Neil Allard and Andrew Wale

A Change For Good

History was made when Andrew Wale and Neil Allard were married in March and they hope it will spark a change in society’s attitude

Interview by Daniel White

“I now pronounce you legally married”

As the words left the lips of registrar Trevor Love, the Royal Pavilion’s Music Room erupted into a joyous celebration of relief.

After years of abuse, discrimination and suffering directed towards same-sex couples, while not forgotten, this day saw the start of a new, brighter, chapter.

“It was much more than merely congratulating us,” begins Andrew Wale. “There was a general sense of relief and joy from the whole room, it was a little overwhelming, but something good had happened and now we could move on.”

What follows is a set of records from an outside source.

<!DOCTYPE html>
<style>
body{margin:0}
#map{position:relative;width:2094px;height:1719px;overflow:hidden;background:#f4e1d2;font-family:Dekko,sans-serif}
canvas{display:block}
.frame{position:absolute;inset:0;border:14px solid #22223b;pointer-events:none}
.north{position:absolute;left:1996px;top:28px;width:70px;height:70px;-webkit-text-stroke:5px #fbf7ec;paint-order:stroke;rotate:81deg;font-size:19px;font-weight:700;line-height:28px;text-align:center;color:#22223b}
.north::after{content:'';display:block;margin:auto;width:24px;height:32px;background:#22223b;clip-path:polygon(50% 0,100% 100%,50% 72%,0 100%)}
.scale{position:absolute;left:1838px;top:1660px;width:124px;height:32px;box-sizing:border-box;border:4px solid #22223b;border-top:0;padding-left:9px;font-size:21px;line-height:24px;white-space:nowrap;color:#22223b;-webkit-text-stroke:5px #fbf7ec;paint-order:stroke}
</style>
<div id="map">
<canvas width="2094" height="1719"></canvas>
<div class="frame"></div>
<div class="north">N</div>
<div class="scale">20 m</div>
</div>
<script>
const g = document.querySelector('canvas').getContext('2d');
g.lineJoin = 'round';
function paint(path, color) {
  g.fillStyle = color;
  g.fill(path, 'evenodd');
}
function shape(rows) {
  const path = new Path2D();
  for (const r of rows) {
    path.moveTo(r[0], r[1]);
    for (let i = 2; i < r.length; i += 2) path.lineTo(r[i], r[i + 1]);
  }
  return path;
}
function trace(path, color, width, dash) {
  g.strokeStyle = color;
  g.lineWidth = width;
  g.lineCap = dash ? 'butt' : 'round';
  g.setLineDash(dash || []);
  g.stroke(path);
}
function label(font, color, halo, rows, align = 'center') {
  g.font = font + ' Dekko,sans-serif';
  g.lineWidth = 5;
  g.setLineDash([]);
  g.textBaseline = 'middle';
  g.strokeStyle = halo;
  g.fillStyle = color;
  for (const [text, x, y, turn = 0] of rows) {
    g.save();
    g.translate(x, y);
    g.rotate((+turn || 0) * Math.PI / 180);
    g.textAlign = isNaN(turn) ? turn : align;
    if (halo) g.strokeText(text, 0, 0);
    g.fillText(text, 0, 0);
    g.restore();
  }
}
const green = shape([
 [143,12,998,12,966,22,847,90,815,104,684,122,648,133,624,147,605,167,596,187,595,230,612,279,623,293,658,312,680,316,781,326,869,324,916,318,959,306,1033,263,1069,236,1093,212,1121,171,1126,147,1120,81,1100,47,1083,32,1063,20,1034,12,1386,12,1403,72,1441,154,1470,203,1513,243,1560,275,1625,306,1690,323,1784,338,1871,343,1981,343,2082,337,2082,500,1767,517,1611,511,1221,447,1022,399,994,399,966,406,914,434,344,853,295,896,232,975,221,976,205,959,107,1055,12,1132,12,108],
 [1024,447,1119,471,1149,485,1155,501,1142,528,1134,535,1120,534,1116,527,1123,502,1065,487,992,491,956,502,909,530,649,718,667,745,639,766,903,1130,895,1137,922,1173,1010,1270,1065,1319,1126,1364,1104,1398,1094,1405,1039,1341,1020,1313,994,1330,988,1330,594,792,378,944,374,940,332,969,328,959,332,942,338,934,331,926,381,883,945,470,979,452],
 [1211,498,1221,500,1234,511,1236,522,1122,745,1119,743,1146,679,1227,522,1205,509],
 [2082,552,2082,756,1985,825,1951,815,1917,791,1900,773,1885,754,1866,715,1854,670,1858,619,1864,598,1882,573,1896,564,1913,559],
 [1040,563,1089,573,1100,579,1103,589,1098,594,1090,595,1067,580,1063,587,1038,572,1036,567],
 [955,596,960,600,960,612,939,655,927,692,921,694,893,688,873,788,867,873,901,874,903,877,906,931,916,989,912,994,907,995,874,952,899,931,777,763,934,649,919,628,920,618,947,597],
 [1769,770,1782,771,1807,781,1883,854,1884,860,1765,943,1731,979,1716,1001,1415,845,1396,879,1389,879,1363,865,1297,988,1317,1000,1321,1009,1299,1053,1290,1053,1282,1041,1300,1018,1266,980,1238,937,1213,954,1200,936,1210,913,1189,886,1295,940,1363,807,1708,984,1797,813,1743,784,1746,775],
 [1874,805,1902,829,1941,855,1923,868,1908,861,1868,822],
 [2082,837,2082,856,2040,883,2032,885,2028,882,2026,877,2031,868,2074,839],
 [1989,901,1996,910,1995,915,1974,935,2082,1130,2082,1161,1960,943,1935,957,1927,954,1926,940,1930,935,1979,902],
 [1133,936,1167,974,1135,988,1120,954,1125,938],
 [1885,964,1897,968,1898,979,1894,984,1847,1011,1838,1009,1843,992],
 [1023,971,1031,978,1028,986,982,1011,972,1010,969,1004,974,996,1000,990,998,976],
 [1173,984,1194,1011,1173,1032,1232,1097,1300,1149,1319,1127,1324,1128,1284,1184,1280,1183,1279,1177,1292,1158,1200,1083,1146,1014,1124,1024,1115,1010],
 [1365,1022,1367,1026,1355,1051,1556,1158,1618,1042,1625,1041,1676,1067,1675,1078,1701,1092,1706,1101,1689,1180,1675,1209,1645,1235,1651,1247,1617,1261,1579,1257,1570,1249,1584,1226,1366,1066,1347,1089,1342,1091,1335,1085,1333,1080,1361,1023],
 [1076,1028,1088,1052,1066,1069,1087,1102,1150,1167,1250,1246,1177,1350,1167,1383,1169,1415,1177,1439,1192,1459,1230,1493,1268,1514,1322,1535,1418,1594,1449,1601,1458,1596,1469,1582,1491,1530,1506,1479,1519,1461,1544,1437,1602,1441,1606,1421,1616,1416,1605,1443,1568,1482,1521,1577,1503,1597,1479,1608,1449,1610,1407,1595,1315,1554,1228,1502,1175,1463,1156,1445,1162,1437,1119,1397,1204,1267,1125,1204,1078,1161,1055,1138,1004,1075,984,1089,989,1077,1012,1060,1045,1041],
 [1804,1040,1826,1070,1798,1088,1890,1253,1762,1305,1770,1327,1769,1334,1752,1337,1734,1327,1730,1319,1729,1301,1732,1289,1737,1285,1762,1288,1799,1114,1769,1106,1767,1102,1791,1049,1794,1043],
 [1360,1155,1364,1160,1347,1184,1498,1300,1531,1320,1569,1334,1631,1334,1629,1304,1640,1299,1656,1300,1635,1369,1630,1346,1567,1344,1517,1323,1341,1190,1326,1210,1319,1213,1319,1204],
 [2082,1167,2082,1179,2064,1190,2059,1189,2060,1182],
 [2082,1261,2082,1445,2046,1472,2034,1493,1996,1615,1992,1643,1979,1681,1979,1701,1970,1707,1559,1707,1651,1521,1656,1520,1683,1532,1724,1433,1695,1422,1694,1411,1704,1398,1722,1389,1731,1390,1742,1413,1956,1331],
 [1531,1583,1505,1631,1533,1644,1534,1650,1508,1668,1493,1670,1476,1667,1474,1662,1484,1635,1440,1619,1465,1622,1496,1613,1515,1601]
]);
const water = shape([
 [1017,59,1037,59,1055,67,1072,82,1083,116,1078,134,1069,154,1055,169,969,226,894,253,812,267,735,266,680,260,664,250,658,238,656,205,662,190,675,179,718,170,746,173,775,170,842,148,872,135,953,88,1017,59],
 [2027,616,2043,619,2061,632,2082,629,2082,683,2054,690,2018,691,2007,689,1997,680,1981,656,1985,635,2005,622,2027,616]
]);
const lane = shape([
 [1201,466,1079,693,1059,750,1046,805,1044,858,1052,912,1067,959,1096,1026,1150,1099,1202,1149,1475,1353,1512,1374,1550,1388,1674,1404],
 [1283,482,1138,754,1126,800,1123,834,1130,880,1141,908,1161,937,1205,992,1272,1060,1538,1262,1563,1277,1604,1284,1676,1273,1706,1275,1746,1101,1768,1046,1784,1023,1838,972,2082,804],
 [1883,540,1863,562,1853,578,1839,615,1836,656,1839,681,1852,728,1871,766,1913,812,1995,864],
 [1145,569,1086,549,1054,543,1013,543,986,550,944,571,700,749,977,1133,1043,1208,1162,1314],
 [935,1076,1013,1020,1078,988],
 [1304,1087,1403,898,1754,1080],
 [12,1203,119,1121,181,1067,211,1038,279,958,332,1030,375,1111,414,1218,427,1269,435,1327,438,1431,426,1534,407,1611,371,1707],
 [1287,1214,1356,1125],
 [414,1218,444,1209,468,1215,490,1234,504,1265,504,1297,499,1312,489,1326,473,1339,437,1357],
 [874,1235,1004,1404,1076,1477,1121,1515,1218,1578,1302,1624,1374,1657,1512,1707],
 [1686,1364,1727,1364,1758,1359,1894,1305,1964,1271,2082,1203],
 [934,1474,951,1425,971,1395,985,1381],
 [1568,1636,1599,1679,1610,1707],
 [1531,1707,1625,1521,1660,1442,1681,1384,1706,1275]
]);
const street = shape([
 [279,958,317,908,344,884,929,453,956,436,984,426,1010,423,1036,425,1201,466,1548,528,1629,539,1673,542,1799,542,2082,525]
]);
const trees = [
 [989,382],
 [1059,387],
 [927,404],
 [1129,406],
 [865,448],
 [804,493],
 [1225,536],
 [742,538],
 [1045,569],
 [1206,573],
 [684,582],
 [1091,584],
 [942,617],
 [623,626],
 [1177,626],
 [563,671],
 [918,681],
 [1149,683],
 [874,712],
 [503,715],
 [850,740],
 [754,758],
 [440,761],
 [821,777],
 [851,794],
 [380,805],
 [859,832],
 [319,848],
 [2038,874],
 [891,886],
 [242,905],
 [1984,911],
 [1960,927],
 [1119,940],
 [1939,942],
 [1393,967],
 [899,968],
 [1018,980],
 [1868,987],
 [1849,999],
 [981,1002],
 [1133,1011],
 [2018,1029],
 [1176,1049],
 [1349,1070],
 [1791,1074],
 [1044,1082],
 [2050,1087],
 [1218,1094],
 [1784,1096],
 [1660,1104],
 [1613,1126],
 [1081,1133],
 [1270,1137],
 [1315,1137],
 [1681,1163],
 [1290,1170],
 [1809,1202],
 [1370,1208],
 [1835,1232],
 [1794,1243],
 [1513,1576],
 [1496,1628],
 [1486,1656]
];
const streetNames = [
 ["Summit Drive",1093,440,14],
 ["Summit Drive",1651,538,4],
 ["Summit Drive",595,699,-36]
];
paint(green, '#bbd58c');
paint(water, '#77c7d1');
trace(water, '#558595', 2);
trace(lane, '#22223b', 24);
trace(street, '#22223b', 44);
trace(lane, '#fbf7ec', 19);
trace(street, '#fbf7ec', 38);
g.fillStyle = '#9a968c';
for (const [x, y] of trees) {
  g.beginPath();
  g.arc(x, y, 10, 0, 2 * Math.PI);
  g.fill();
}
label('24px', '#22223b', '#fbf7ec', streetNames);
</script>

Andrew and his husband, Neil Allard, became the first same-sex couple to be wed in Brighton in the early hours of March 29th, a marriage that sent a statement across the country and beyond.

“There has been, and continues to be, so much pain, violence and anguish associated with LGBT history and rights,” explains Andrew. “I think everyone was extremely happy that this change for the better had taken place.”

Following their wedding, a celebration began to take place in the Pavilion Gardens, with a jubilant sense of equality rampant throughout.

“When we came out of the Pavilion, we were greeted by the cheers of hundreds of people who had gathered outside,” smiles Andrew. “They were so happy and excited that this day had finally come. So many people, many of them young and very emotional, thanked us for doing it so publicly. They said it would make a positive difference to their lives; we couldn’t hope for more.”

The campaign to change marriage laws had been a long running one, which built a distinction between society that made many same-sex couples feel like second-class citizens and, following their wedding, Andrew and Neil felt a change.

“Waking up the next morning, we actually agreed that we felt different,” Andrew reflects. “We felt stronger, safer; slightly less like outsiders. Of course, we always have and always will rely on each other, but it was a good feeling to feel more a part of society, even though that feeling can never be complete for us.”

While it was the first same-sex wedding to ever take in Brighton, it was also the first wedding to take place in the Royal Pavilion’s Music Room and the couple couldn’t be happier to have held their wedding in the city of Brighton.

“We are, of course, very proud to have had the opportunity to be representative of a change for good,” Andrew says. “To have done that in our home town, with the support and good wishes of so many people around us was fantastic.

Brighton and Hove, though not perfect, is a wonderful, vibrant and inclusive city to live in. We hope to be here for many years to come, and to enjoy everything our community has to offer.”